For the simulated waste volume, the average bulk and centerline temperatures are the main offenders. This is to be expected given that the average reported temperatures represent the arithmetic mean of the underlying node temperatures of the selected solids. Per the heat transfer fundamentals [Ref. 9], heat generating bodies with internal conduction result in non-linear temperature distributions. Therefore the larger the population of evenly distributed nodes within the solid body, the closer to a true representation of the average temperature. Given the large margins reported in Section 2.1.3 with regard to waste temperatures, these differences in average waste temperature are deemed acceptable.

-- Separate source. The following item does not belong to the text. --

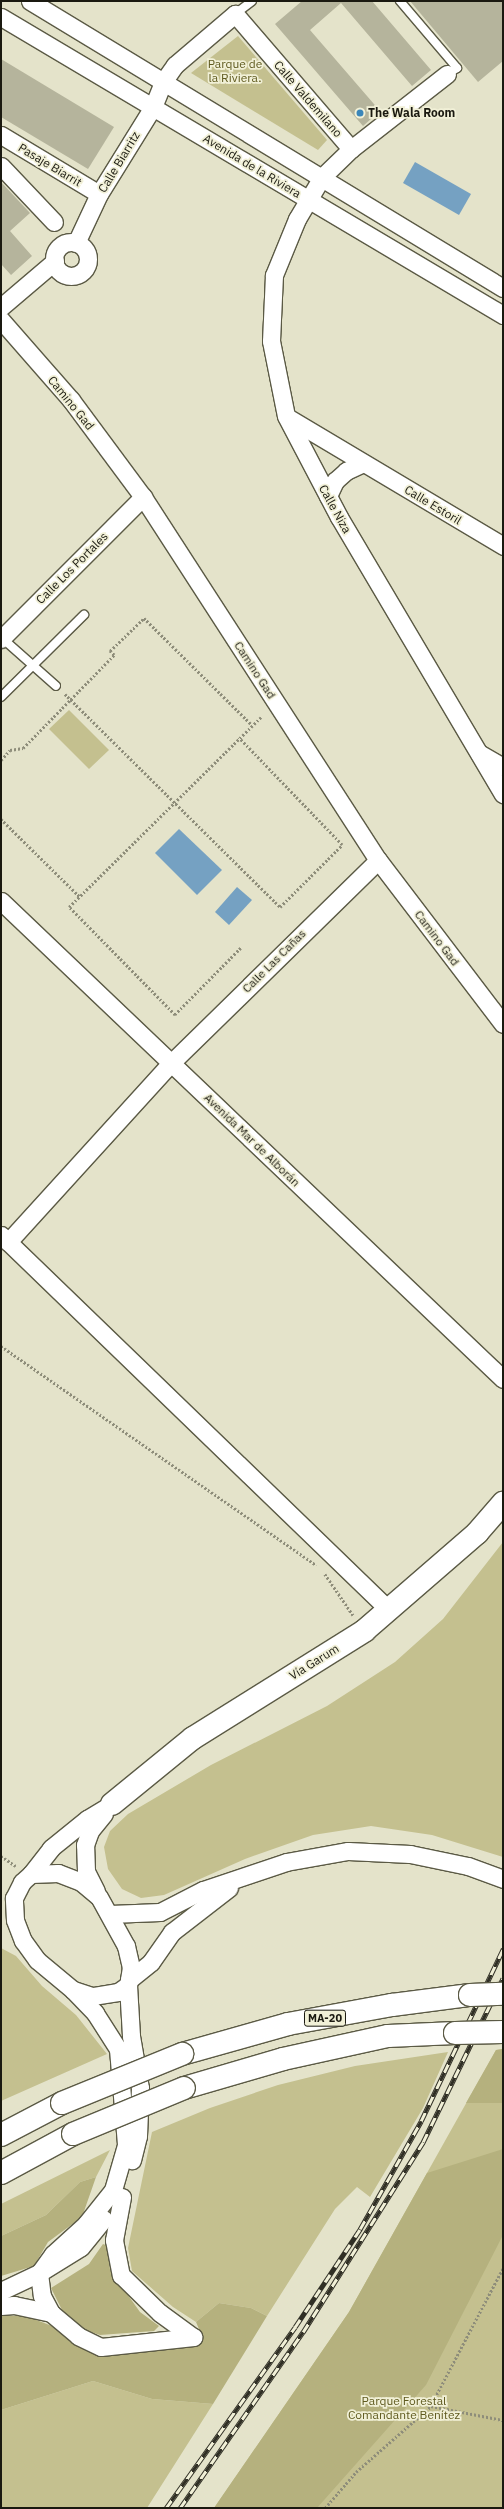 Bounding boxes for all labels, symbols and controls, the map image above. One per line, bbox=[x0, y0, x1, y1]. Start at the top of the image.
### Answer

For the OCA outer shell and corresponding foam temperatures, the maximum temperatures are the main offenders. In interrogating the model, the maximum OCA shell temperature occurs in the torispherical head. The torispherical head is where the highest regulatory solar insolation is applied in the model. Heat in the torispherical head is either exchanged via conduction into the package through the foam, conducts circumferentially along the shell, convects out to the environment, or radiates to the environment. Due to the low conductivity of the underlying foam, a significant portion of the heat applied to the OCA head shell travels circumferentially to the cooler outer cylindrical shell for dissipation, creating a circumferential temperature gradient.

Similar to the waste temperature distribution above, a non-linear temperature distribution exists along the OCA torispherical head. However, given the repeated previous thermal analyses that all show compliance with the 160°F NCT structural analysis limit, and the relative insensitivity to internal decay heat observed in Section 4.2.8, this difference in maximum temperatures is acceptable.

Therefore, the nominal mesh for each HalfPACT package with new SC payload design is deemed acceptable.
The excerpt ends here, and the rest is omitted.